Langroid already attempts to repair bad JSON (e.g. unescaped newlines, missing quotes, etc)
using the json-repair library and other custom methods, before attempting to parse it into a ToolMessage object. However this type of repair may not be able to handle all edge cases of bad JSON from weak LLMs. There are two existing ways to deal with this, and one coming soon:

  • If you are defining your own ToolMessage subclass, considering deriving it instead from XMLToolMessage instead, see the XML-based Tools
  • If you are using an existing Langroid ToolMessage, e.g. SendTool, you can define your own subclass of SendTool, say XMLSendTool, inheriting from both SendTool and XMLToolMessage; see this example
  • Coming soon: strict decoding to leverage the Structured JSON outputs supported by OpenAI and open LLM providers such as llama.cpp and vllm.

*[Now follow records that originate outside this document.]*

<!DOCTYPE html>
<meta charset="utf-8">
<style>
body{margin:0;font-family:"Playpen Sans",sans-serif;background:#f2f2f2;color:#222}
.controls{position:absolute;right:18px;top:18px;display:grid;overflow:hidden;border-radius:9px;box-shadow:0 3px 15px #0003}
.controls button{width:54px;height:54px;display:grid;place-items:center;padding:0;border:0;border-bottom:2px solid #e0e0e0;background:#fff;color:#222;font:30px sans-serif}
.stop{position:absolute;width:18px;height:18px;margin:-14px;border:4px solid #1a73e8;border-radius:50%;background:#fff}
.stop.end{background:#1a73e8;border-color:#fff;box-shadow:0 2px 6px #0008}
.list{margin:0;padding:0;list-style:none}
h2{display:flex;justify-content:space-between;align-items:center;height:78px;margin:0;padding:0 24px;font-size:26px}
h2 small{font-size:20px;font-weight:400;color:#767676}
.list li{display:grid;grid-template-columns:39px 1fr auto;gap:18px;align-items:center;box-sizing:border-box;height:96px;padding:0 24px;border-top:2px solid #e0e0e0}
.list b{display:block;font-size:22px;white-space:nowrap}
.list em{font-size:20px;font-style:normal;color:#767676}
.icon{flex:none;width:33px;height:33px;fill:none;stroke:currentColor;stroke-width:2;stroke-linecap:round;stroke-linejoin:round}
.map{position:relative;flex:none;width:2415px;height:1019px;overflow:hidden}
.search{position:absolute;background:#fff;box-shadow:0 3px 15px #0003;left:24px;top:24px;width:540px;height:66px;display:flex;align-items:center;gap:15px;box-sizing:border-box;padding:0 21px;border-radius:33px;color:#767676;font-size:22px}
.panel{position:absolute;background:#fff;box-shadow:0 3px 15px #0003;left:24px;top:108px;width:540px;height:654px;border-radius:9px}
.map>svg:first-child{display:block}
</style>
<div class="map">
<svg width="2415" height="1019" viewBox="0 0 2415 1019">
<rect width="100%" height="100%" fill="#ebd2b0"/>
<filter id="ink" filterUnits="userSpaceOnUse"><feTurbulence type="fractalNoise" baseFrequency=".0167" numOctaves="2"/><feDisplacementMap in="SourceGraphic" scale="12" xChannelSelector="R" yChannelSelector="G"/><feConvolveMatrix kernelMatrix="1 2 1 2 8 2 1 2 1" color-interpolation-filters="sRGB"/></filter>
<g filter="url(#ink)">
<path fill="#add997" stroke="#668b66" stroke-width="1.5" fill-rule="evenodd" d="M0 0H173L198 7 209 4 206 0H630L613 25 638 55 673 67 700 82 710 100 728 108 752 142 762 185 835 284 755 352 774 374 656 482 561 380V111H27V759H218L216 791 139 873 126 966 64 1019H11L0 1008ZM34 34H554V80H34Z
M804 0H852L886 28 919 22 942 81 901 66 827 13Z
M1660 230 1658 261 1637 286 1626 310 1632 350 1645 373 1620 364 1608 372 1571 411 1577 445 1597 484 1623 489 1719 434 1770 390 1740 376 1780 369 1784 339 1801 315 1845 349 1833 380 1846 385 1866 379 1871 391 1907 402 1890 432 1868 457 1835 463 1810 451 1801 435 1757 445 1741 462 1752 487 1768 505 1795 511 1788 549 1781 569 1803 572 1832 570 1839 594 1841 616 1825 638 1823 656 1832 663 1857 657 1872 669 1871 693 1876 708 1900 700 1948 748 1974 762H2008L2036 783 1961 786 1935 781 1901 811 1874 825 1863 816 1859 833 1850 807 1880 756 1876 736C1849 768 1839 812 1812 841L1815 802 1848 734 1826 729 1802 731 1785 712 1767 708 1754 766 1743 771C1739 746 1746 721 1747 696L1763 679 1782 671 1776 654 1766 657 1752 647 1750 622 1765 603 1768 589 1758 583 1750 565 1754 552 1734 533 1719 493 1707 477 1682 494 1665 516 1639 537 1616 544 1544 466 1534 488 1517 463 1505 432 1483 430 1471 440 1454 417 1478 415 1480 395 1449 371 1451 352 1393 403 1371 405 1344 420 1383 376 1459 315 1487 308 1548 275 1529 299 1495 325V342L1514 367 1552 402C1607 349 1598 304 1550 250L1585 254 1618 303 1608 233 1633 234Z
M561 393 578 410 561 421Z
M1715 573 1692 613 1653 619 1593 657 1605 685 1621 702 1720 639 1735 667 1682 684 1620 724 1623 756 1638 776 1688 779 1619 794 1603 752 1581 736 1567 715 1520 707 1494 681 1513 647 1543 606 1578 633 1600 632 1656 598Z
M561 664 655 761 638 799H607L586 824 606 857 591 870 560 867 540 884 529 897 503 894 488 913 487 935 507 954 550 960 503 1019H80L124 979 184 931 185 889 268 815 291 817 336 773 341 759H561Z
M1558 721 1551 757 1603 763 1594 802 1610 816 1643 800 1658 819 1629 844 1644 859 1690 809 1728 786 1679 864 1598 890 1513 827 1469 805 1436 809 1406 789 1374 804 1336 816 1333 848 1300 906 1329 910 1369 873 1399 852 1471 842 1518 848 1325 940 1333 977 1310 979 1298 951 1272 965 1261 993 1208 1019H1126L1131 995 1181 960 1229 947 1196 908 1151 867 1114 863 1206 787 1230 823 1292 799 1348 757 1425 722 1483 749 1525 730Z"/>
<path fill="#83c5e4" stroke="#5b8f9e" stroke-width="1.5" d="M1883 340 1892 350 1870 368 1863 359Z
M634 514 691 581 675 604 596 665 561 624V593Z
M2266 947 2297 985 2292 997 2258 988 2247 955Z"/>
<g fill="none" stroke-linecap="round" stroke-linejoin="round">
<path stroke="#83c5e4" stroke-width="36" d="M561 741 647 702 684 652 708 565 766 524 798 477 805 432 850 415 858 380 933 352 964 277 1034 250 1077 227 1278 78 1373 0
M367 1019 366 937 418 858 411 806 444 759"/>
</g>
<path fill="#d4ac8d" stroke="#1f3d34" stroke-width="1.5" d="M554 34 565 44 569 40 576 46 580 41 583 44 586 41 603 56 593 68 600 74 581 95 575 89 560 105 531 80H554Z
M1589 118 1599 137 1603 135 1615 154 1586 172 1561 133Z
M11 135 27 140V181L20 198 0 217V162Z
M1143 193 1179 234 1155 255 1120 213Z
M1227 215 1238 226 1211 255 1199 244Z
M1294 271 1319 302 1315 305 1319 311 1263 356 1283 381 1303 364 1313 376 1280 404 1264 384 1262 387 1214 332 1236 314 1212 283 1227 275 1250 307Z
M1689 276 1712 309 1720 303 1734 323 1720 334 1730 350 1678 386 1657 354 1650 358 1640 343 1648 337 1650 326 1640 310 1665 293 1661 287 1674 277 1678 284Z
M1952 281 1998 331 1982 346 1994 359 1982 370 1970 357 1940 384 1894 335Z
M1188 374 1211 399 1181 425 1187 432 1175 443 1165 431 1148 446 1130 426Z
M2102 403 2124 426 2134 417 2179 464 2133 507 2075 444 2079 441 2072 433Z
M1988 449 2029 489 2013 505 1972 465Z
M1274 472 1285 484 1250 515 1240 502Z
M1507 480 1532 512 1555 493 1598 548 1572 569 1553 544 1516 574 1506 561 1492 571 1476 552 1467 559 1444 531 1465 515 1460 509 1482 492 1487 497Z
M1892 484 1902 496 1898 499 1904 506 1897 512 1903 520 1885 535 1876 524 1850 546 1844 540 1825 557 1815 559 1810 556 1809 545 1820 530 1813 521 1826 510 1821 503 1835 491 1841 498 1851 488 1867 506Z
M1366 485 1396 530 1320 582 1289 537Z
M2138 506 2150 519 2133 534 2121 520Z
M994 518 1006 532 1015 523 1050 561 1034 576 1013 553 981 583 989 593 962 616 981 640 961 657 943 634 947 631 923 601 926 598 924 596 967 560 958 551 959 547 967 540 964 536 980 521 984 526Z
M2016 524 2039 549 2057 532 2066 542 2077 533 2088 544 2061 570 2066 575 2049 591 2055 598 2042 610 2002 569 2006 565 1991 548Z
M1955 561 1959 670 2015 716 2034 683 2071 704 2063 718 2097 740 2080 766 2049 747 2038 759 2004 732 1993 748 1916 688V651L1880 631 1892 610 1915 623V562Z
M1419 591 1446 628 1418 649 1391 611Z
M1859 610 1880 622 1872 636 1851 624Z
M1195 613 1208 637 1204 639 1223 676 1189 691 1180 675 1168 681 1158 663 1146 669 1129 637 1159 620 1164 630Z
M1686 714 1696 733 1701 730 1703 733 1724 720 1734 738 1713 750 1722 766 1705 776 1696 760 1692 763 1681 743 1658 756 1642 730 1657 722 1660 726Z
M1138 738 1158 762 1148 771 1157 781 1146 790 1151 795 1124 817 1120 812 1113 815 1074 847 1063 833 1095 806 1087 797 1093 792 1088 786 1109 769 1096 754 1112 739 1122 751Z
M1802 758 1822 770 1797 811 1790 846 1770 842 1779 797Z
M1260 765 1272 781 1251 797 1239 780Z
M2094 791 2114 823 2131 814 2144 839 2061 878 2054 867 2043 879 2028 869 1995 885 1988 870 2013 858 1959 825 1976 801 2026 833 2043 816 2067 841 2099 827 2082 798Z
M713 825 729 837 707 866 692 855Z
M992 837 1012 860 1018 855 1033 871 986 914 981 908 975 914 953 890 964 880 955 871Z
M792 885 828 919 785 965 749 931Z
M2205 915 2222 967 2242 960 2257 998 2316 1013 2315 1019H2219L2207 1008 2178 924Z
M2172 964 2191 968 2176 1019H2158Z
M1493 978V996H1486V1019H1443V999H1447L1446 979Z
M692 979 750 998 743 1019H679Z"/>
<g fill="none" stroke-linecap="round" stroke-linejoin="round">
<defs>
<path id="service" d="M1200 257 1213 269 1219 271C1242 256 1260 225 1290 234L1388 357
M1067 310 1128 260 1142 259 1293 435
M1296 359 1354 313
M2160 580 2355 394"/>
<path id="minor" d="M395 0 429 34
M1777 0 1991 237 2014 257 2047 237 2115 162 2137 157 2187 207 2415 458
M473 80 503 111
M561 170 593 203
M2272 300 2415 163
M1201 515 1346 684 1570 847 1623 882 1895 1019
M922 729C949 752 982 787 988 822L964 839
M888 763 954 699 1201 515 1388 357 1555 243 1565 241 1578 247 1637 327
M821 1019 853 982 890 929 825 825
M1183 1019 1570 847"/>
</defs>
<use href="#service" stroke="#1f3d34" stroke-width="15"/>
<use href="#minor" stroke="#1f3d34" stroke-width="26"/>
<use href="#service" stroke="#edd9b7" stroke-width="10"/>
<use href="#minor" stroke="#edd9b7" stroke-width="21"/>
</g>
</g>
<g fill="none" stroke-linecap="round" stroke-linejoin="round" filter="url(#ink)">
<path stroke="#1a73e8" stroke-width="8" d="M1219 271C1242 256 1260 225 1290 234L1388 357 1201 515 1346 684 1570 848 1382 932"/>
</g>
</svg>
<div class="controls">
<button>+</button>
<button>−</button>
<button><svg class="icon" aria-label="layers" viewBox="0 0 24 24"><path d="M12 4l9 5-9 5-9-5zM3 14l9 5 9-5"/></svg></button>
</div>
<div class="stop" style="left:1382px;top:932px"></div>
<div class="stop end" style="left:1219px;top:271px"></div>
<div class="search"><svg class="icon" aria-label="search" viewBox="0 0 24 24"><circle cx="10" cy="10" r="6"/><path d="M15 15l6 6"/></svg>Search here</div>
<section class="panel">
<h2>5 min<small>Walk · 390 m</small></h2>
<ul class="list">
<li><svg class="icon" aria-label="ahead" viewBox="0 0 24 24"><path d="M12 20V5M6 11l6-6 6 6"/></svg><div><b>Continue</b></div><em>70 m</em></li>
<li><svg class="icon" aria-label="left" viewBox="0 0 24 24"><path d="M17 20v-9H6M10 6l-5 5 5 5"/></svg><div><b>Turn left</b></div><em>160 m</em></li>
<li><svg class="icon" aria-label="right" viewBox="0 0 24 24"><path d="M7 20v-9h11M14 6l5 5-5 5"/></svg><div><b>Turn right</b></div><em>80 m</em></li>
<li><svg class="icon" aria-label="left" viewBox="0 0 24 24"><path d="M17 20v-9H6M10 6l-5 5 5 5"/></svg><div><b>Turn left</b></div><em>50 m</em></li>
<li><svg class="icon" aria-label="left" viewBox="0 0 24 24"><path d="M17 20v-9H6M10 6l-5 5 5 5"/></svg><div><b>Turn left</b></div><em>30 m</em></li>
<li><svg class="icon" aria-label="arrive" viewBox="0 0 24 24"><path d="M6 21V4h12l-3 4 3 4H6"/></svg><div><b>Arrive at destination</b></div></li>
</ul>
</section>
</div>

The first two methods instruct the LLM to generate XML instead of JSON, and any field that is designated with a verbatim=True will be enclosed within an XML CDATA tag, which does not require any escaping, and can be far more reliable for tool-use than JSON, especially with weak LLMs.

Can I use Langroid to converse with a Knowledge Graph (KG)?

Yes, you can use Langroid to "chat with" either a Neo4j or ArangoDB KG, see docs here

How can I improve DocChatAgent (RAG) latency?

The behavior of DocChatAgent can be controlled by a number of settings in the DocChatAgentConfig class. The top-level query-answering method in DocChatAgent is llm_response, which use the answer_from_docs method. At a high level, the response to an input message involves the following steps:

  • Query to StandAlone: LLM rephrases the query as a stand-alone query. This can incur some latency. You can turn it off by setting assistant_mode=True in the DocChatAgentConfig.
  • Retrieval: The most relevant passages (chunks) are retrieved using a collection of semantic/lexical similarity searches and ranking methods. There are various knobs in DocChatAgentConfig to control this retrieval.
  • Relevance Extraction: LLM is used to retrieve verbatim relevant portions from the retrieved chunks. This is typically the biggest latency step. You can turn it off by setting the relevance_extractor_config to None in DocChatAgentConfig.
  • Answer Generation: LLM generates answer based on retrieved passages.

See the doc-aware-chat.py example script, which illustrates some of these settings.

In some scenarios you want to only use the retrieval step of a DocChatAgent. For this you can use the RetrievalTool. See the test_retrieval_tool in test_doc_chat_agent.py. to learn how to use it. The above example script uses RetrievalTool as well.

Is there support to run multiple tasks concurrently?

Yes, see the run_batch_tasks and related functions in batch.py.

See also:

Another example is within DocChatAgent, which uses batch tasks for relevance extraction, see the get_verbatim_extracts method -- when there are k relevant passages, this runs k tasks concurrently, each of which uses an LLM-agent to extract relevant verbatim text from a passage.